---------- Source records

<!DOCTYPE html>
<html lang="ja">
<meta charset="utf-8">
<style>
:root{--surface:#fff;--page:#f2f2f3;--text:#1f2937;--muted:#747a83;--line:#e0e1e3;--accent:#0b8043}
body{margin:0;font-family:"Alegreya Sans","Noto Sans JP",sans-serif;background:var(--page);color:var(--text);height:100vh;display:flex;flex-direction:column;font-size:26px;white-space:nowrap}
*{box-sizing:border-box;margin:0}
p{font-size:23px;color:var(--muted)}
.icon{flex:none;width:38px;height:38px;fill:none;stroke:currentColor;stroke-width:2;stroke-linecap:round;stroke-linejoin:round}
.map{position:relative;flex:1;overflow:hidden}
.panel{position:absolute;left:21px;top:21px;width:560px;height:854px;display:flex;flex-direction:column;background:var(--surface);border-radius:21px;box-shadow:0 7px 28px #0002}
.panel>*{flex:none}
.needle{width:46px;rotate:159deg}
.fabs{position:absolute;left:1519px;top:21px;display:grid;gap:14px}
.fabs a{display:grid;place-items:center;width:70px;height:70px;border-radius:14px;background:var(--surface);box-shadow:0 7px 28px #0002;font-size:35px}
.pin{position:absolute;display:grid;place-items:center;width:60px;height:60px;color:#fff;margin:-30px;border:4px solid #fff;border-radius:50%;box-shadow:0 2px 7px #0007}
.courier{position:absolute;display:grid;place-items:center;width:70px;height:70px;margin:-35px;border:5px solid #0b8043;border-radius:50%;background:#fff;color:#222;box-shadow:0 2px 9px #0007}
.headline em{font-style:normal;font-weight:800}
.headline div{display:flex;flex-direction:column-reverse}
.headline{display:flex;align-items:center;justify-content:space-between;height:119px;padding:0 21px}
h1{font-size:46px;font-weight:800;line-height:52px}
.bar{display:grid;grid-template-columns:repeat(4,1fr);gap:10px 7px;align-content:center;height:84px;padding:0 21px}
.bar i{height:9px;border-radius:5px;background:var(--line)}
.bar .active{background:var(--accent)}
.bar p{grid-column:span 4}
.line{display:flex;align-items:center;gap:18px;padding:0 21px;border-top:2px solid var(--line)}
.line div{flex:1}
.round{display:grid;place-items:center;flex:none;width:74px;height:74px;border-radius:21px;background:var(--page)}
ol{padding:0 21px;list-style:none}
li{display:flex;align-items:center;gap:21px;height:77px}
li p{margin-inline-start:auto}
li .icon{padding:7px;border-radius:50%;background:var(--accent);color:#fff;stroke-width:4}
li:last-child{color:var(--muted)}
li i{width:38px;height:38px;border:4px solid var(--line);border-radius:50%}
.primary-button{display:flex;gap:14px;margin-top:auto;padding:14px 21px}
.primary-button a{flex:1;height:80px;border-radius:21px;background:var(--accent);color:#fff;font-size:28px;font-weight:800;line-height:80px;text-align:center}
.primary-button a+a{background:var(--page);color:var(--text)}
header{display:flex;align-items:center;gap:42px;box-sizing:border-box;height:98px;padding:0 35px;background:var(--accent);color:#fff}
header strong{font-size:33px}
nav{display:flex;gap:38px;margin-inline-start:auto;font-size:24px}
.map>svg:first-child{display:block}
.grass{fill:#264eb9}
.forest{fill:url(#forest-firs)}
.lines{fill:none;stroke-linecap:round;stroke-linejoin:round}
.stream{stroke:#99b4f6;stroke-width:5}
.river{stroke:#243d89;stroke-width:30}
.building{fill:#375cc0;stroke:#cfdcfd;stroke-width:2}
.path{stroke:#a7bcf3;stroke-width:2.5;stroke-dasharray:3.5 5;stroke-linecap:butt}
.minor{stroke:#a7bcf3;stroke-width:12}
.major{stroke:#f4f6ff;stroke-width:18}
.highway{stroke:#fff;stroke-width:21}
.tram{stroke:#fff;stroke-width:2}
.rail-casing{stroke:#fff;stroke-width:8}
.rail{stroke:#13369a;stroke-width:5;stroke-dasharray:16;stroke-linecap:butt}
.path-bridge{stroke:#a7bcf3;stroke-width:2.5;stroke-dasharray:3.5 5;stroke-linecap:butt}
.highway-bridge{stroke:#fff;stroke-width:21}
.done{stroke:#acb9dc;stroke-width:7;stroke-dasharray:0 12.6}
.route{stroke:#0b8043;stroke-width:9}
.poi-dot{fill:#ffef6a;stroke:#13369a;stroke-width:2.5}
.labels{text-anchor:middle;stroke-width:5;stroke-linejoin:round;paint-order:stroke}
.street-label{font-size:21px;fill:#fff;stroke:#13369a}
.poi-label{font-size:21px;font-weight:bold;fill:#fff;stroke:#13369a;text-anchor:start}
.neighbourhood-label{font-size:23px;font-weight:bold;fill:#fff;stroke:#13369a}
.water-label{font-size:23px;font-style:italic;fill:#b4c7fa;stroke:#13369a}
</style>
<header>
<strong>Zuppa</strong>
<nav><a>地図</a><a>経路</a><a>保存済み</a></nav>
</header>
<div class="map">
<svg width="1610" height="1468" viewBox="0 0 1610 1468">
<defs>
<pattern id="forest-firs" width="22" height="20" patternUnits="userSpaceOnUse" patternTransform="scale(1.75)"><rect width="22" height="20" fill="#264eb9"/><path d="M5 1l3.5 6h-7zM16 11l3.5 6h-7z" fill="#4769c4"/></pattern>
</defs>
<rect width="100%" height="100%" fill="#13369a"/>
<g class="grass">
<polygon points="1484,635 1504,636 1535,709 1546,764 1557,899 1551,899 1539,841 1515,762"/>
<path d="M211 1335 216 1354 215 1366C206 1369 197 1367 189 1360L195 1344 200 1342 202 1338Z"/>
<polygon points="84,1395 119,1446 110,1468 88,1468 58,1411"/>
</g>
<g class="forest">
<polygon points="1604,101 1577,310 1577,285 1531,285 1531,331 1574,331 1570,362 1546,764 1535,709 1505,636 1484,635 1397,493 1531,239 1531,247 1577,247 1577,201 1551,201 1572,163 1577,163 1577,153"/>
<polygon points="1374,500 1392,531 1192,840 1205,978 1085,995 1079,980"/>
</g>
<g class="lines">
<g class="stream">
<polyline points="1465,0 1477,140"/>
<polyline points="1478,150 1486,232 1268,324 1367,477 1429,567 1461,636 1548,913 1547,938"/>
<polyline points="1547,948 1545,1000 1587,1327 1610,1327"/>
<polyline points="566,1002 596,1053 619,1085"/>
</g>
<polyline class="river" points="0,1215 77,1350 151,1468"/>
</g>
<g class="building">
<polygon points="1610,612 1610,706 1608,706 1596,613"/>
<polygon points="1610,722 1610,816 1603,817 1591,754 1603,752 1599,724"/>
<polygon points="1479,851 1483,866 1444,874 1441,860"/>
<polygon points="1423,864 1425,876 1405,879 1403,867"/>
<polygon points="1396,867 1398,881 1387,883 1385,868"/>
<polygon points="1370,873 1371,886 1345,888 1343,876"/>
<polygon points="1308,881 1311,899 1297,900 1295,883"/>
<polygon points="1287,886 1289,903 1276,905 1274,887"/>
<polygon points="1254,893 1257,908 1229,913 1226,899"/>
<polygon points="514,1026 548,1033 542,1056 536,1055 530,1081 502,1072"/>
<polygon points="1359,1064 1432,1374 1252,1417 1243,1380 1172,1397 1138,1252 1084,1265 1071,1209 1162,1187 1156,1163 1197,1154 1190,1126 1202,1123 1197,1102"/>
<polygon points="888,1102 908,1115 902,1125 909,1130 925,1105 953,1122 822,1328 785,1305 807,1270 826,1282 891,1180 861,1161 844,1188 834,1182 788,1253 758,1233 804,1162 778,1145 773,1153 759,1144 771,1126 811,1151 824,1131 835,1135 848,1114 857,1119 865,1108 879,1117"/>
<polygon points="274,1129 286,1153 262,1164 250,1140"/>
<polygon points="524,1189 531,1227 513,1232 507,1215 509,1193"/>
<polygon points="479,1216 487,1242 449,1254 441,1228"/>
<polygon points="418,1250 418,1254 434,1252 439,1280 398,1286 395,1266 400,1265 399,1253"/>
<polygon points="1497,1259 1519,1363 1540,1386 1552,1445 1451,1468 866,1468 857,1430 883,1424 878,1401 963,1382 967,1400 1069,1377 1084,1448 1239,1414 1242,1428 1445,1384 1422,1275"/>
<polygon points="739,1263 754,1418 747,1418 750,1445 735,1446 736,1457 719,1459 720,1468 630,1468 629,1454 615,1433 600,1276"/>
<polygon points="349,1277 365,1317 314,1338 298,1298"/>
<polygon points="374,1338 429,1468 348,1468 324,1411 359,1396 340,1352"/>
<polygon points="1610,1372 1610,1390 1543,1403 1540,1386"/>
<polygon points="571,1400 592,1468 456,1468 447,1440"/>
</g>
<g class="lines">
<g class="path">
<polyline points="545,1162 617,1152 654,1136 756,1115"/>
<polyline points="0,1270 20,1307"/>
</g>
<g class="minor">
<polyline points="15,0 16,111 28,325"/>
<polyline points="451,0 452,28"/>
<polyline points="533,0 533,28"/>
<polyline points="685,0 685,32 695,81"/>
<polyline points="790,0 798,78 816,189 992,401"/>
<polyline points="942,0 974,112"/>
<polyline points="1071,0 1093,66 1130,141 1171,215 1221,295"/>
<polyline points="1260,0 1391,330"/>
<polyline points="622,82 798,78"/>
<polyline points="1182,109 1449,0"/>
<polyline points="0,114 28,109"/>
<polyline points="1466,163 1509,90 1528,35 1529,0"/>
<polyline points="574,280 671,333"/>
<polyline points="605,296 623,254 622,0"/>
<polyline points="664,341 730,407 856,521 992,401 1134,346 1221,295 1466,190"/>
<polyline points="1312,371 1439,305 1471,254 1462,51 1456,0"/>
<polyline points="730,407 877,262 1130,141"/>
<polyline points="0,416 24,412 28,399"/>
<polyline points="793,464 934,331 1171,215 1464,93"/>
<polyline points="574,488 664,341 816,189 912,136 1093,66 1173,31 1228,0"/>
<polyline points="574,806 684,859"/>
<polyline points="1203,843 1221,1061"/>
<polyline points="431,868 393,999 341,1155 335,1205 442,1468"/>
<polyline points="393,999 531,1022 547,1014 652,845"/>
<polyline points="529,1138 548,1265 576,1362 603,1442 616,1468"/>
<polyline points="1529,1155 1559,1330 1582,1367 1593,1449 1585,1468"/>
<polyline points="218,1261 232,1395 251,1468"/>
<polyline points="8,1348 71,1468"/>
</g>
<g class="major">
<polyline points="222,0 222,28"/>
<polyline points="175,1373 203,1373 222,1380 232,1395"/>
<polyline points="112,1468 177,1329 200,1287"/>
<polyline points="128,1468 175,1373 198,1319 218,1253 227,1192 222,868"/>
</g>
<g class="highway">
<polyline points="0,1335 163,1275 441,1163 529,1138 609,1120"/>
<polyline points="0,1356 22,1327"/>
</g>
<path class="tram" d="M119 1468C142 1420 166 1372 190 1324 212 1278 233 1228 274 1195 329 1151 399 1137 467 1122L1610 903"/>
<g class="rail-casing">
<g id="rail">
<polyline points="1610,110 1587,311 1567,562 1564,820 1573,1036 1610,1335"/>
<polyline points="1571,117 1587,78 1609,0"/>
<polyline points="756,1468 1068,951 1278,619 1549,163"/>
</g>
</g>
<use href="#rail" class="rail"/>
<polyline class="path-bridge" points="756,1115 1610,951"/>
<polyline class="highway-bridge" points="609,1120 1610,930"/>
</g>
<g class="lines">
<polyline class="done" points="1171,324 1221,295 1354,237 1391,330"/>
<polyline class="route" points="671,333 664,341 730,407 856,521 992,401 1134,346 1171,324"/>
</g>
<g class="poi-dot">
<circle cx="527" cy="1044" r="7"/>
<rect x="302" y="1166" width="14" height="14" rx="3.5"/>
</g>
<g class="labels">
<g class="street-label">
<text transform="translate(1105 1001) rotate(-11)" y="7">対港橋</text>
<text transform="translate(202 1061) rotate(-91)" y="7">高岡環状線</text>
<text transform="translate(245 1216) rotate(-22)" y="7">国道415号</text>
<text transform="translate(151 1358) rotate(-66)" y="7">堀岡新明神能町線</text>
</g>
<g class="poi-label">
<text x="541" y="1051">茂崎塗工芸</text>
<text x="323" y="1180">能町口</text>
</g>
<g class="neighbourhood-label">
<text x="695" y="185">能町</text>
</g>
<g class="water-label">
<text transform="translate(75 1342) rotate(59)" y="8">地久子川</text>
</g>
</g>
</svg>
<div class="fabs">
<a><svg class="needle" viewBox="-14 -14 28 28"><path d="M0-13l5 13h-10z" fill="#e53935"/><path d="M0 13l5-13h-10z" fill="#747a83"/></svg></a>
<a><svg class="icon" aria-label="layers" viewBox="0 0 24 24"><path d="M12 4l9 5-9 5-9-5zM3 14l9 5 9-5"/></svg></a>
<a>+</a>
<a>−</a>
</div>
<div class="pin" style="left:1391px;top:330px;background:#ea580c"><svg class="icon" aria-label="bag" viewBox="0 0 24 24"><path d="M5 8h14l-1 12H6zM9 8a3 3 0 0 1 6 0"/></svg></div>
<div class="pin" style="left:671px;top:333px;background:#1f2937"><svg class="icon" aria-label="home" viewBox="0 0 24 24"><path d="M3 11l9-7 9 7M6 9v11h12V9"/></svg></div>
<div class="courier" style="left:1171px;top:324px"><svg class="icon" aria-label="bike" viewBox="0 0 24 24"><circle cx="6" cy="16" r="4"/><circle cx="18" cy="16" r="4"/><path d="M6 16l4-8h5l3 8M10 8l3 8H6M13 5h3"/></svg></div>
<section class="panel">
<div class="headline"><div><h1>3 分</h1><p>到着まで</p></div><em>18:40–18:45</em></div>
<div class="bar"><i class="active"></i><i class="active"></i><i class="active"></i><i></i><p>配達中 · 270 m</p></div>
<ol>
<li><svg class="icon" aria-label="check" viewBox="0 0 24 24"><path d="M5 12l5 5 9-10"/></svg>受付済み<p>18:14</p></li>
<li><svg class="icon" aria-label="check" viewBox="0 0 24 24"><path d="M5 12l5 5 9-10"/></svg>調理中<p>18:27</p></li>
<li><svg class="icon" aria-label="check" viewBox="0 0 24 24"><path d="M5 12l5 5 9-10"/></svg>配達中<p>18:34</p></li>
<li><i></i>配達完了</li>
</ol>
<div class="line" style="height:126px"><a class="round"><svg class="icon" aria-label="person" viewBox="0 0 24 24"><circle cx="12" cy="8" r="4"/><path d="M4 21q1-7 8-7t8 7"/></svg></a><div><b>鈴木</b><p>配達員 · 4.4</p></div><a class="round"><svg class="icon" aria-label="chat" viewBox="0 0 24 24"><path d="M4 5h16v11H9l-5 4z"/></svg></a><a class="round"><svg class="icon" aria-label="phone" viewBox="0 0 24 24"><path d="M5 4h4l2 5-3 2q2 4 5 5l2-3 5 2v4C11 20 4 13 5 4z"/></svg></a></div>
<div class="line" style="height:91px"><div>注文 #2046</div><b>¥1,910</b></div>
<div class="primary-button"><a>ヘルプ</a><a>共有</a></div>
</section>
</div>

--------------------

What the exercise asks: What lines in the entries contain "labels"? Report each one by copying it.

Response below:
.labels{text-anchor:middle;stroke-width:5;stroke-linejoin:round;paint-order:stroke}
<g class="labels">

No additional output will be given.